▶ HOW TO COMPLETE THIS TASK: Copy every entry exactly.

▶ DATA SUPPLIED:
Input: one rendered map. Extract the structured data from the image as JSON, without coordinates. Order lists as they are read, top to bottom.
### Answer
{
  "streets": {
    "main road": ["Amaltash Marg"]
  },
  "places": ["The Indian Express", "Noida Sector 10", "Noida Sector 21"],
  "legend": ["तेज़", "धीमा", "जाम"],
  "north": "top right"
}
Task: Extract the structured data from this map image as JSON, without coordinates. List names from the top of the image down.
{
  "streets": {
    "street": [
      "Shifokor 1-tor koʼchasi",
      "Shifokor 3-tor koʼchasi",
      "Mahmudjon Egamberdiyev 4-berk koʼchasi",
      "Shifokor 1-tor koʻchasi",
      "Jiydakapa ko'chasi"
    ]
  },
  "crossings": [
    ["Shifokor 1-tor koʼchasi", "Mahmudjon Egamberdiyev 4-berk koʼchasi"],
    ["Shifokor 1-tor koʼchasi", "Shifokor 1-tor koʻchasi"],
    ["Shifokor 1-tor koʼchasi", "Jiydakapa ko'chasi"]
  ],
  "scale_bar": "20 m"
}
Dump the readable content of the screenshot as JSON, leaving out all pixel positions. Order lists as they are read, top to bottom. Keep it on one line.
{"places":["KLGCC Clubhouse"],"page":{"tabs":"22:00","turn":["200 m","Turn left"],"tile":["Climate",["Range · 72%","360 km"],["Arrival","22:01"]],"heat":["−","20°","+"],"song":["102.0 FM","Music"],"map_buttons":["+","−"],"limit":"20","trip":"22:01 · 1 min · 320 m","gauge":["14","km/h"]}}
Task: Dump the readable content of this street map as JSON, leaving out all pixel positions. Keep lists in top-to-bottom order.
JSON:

▶ EXERCISE OUTPUT:
Input: one rendered map. Extract the structured data from the image as JSON, without coordinates. Order lists as they are read, top to bottom.
### Answer
{
  "streets": {
    "main road": ["Amaltash Marg"]
  },
  "places": ["The Indian Express", "Noida Sector 10", "Noida Sector 21"],
  "legend": ["तेज़", "धीमा", "जाम"],
  "north": "top right"
}
Task: Extract the structured data from this map image as JSON, without coordinates. List names from the top of the image down.
{
  "streets": {
    "street": [
      "Shifokor 1-tor koʼchasi",
      "Shifokor 3-tor koʼchasi",
      "Mahmudjon Egamberdiyev 4-berk koʼchasi",
      "Shifokor 1-tor koʻchasi",
      "Jiydakapa ko'chasi"
    ]
  },
  "crossings": [
    ["Shifokor 1-tor koʼchasi", "Mahmudjon Egamberdiyev 4-berk koʼchasi"],
    ["Shifokor 1-tor koʼchasi", "Shifokor 1-tor koʻchasi"],
    ["Shifokor 1-tor koʼchasi", "Jiydakapa ko'chasi"]
  ],
  "scale_bar": "20 m"
}
Dump the readable content of the screenshot as JSON, leaving out all pixel positions. Order lists as they are read, top to bottom. Keep it on one line.
{"places":["KLGCC Clubhouse"],"page":{"tabs":"22:00","turn":["200 m","Turn left"],"tile":["Climate",["Range · 72%","360 km"],["Arrival","22:01"]],"heat":["−","20°","+"],"song":["102.0 FM","Music"],"map_buttons":["+","−"],"limit":"20","trip":"22:01 · 1 min · 320 m","gauge":["14","km/h"]}}
Task: Dump the readable content of this street map as JSON, leaving out all pixel positions. Keep lists in top-to-bottom order.
JSON:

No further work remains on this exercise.